> **What the exercise asks**
Using the data that follows, give the number of lines where the string "this" occurs, and nothing else.

━━━━━ Given data

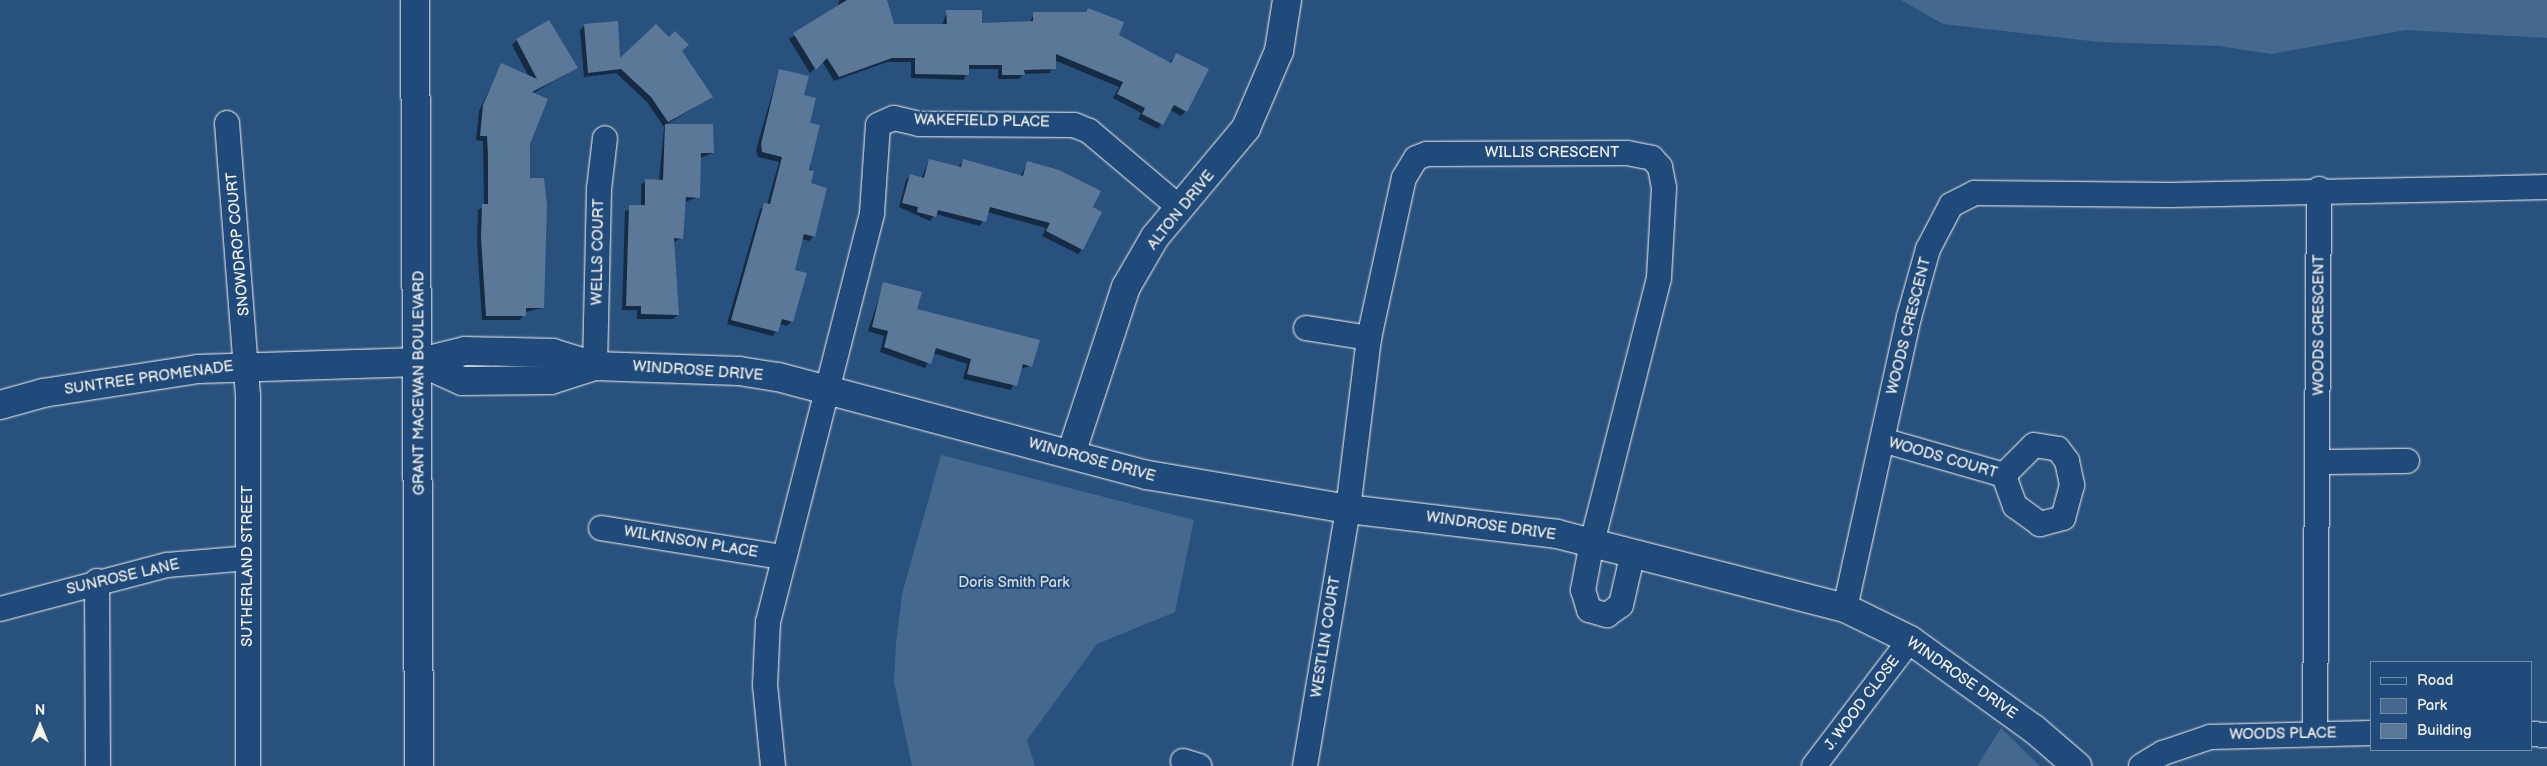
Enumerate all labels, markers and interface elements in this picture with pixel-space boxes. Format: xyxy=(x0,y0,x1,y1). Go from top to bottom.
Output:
street label: WAKEFIELD PLACE xyxy=(914,111,1050,131)
street label: WILLIS CRESCENT xyxy=(1485,144,1619,162)
street label: ALTON DRIVE xyxy=(1144,167,1218,253)
street label: SNOWDROP COURT xyxy=(223,171,253,317)
street label: WELLS COURT xyxy=(588,199,608,305)
street label: WOODS CRESCENT xyxy=(1883,255,1935,397)
street label: WOODS CRESCENT xyxy=(2310,255,2328,395)
street label: GRANT MACEWAN BOULEVARD xyxy=(410,271,428,495)
street label: SUNTREE PROMENADE xyxy=(63,357,235,399)
street label: WINDROSE DRIVE xyxy=(632,357,764,385)
street label: WINDROSE DRIVE xyxy=(1026,434,1158,486)
street label: WOODS COURT xyxy=(1886,434,2000,482)
street label: SUTHERLAND STREET xyxy=(239,485,257,647)
street label: WINDROSE DRIVE xyxy=(1425,508,1557,544)
street label: WILKINSON PLACE xyxy=(623,522,759,562)
street label: SUNROSE LANE xyxy=(65,555,181,599)
park label: Doris Smith Park xyxy=(958,574,1070,592)
street label: WESTLIN COURT xyxy=(1308,575,1344,699)
street label: WINDROSE DRIVE xyxy=(1903,633,2021,723)
street label: J. WOOD CLOSE xyxy=(1820,652,1904,754)
legend xyxy=(2370,661,2532,751)
text: Road xyxy=(2417,671,2453,690)
text: Park xyxy=(2417,696,2447,715)
north arrow xyxy=(15,701,65,751)
text: N xyxy=(35,702,45,719)
text: Building xyxy=(2417,721,2472,740)
street label: WOODS PLACE xyxy=(2229,724,2337,744)

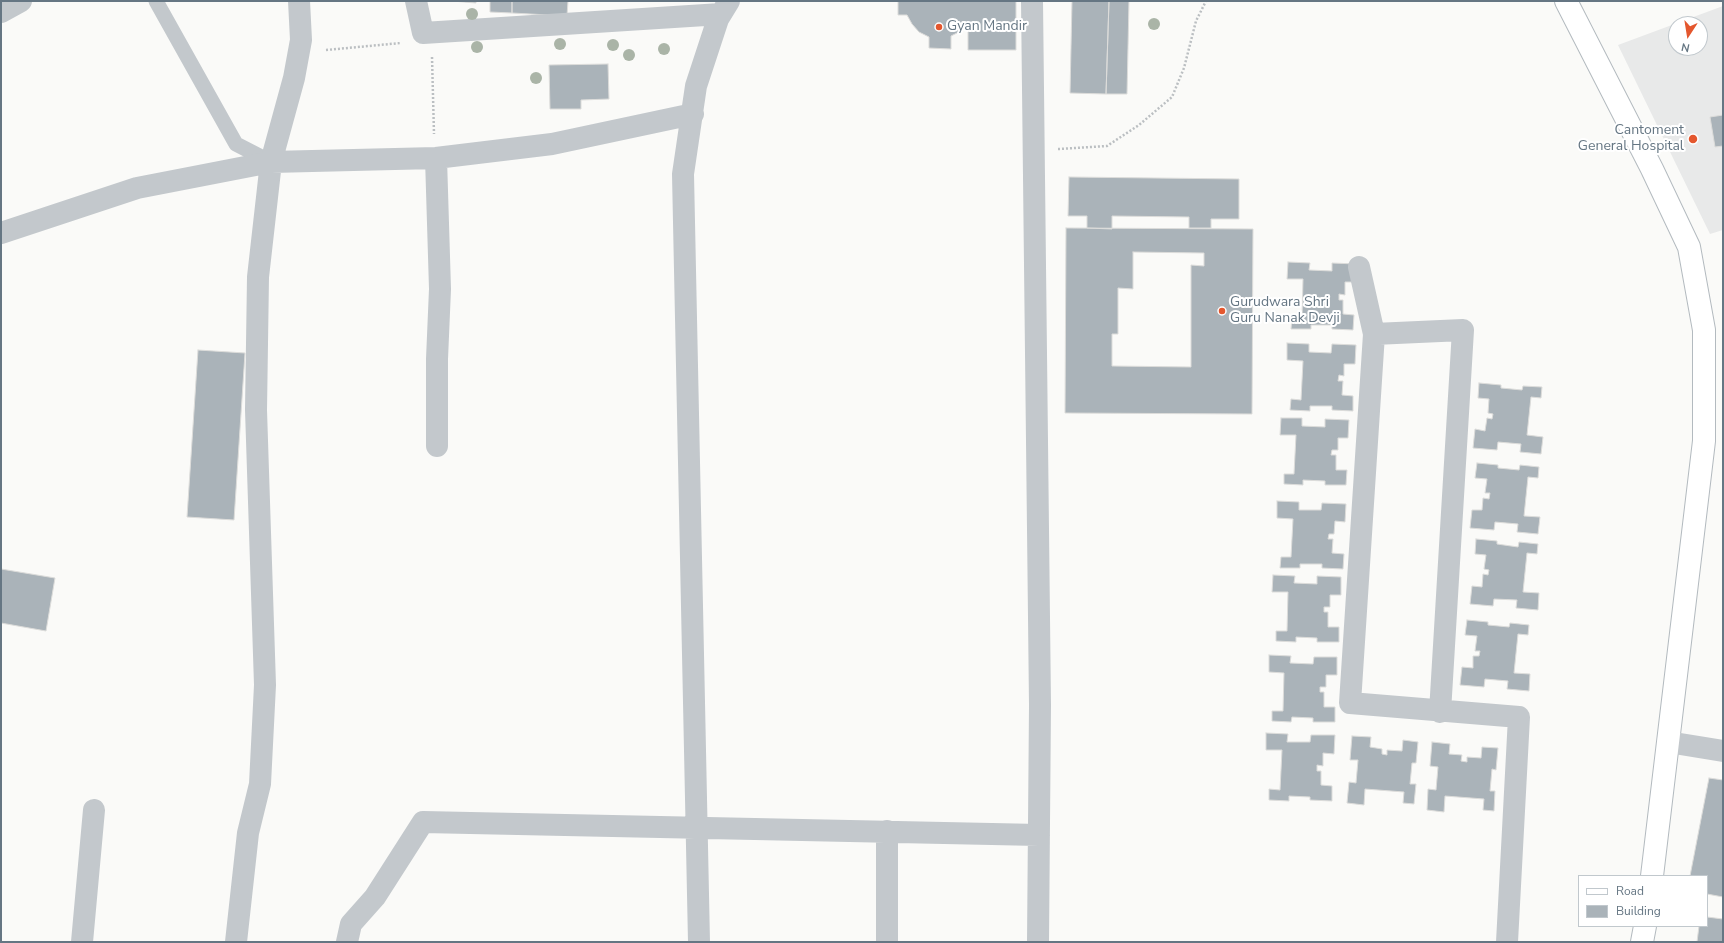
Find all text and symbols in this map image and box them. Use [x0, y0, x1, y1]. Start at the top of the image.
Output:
north arrow [1668, 16, 1708, 56]
place label: Gyan Mandir [947, 19, 1027, 35]
marker: Gyan Mandir [934, 22, 944, 32]
text: N [1680, 39, 1691, 55]
place label: Cantoment General Hospital [1578, 123, 1684, 156]
marker: Cantoment General Hospital [1687, 133, 1699, 145]
place label: Gurudwara Shri Guru Nanak Devji [1230, 295, 1340, 328]
marker: Gurudwara Shri Guru Nanak Devji [1217, 306, 1227, 316]
legend [1578, 875, 1708, 927]
text: Road [1616, 883, 1644, 899]
text: Building [1616, 903, 1661, 919]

━━━━━━━━━━

> **Answer space**
2